28 avril 1944 : au retour de Montzen, un Halifax explose au-dessus de Verviers PDF Imprimer Envoyer
Écrit par Jacques Wynants, Président SVAH   
Jeudi, 25 Février 2010 20:33

Le Bomber Command  britannique est formé en 1936 mais c’est seulement à l’automne 1941 qu’est adoptée la tactique d’Area Bombing (bombardement de zones)et non de raids de précision.

Quelques mois plus tard, en même temps qu’arrivent les bombardiers Halifax et Lancaster avec des systèmes de navigation précis, la nouvelle politique détermine une série de villes industrielles allemandes à prendre pour cibles. En février 1942, l’Air Marshal Arthur Harris est nommé à la tête du Bomber Command et met en œuvre cette nouvelle stratégie dont il n’est pas l’inventeur mais à laquelle il adhère.

Commencent alors les grands raids, parfois de 1000 avions.

Le Halifax, construit à plus de 6.000 exemplaires est un avion assez maniable, au plafond assez bas (7.300 mètres).


Le déroulement d’un raid se fait selon  des rites soigneusement établis, avec des escadrilles d’éclaireurs qui baliseront les cibles et les points de changement de direction. On relève une dizaine au moins de chutes d’avions de la RAF dans notre région.

Le raid de Montzen, la nuit du 27 au 28 avril 1944, s’inscrit dans la préparation du débarquement et la neutralisation des installations ferroviaires. Alors qu’un vent assez fort a déplacé les marqueurs vers une cité voisine où le nombre de victimes civiles est important, seule une partie des installations visées est atteinte. 144 avions participent à l’attaque mais 15 d’entre eux sont abattus, surtout ceux de la seconde vague, accrochés par la chasse de nuit et la Flak.

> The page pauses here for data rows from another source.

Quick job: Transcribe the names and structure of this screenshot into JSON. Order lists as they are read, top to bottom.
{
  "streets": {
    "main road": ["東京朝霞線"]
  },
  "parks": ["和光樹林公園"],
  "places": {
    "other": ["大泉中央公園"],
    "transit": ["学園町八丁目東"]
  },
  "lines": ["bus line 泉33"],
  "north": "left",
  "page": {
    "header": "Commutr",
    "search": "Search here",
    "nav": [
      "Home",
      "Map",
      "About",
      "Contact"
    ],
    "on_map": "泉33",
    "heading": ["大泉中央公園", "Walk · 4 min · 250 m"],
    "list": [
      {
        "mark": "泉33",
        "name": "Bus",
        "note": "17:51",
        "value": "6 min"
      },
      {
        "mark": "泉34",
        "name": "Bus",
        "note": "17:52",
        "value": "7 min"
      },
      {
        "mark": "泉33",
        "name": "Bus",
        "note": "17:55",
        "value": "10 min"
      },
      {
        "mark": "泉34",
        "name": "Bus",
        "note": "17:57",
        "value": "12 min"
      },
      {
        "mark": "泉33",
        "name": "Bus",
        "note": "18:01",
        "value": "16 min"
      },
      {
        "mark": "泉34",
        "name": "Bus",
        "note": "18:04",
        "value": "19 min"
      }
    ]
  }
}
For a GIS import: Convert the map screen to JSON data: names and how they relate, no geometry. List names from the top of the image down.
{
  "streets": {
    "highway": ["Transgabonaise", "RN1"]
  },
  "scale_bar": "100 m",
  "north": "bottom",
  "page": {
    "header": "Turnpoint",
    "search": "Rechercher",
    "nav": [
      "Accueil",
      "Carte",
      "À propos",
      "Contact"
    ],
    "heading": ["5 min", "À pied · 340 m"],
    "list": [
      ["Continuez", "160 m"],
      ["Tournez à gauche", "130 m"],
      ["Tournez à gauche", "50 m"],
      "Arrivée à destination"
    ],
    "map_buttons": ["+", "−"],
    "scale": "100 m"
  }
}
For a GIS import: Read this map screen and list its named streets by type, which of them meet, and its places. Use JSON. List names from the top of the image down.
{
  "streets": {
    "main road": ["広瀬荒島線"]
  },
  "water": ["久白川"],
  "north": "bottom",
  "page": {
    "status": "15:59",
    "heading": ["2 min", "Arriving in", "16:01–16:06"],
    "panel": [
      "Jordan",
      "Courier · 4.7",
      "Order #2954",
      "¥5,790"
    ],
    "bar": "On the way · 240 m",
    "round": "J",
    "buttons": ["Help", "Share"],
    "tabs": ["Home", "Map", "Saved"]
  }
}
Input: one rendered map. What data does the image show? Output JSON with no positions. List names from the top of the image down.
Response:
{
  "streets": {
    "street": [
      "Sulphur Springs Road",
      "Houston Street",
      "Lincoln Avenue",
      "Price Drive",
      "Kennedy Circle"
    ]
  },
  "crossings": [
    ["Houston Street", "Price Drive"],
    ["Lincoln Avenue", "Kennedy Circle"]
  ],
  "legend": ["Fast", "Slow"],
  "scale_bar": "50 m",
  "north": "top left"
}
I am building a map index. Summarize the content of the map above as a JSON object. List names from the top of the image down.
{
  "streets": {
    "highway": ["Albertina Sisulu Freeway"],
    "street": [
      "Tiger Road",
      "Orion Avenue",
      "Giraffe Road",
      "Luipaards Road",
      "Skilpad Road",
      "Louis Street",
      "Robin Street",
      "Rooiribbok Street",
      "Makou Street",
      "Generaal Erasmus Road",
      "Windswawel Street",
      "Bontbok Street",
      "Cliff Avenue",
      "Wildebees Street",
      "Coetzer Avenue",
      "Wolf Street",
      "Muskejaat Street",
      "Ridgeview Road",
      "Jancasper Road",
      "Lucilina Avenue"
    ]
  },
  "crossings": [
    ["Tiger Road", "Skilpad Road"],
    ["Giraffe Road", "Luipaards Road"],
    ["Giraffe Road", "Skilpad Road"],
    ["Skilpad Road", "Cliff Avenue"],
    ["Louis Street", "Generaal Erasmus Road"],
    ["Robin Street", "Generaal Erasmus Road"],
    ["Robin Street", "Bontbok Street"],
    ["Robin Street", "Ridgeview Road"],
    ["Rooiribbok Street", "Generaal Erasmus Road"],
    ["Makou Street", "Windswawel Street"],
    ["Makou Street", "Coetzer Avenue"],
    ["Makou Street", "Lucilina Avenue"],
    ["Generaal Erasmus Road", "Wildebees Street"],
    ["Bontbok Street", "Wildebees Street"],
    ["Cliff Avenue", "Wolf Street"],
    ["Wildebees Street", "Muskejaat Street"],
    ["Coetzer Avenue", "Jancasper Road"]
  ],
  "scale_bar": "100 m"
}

Un des avions qui va se faire abattre  est le Halifax canadien QO-W du squadron 432. C’est la première mission de l’appareil et de son équipage. Six aviateurs perdent la vie, deux seront faits prisonniers de guerre.

A 01.40H, quelques instants après avoir largué les bombes, l’appareil est atteint par le chasseur de nuit du redoutable Heinz-Wolfgang Schnaufer, officier supérieur à  22 ans, ce qui en dit long. C’est sa 61e victoire et son tableau de chasse final se montera à 121 avions abattus, dont 114 quadrimoteurs.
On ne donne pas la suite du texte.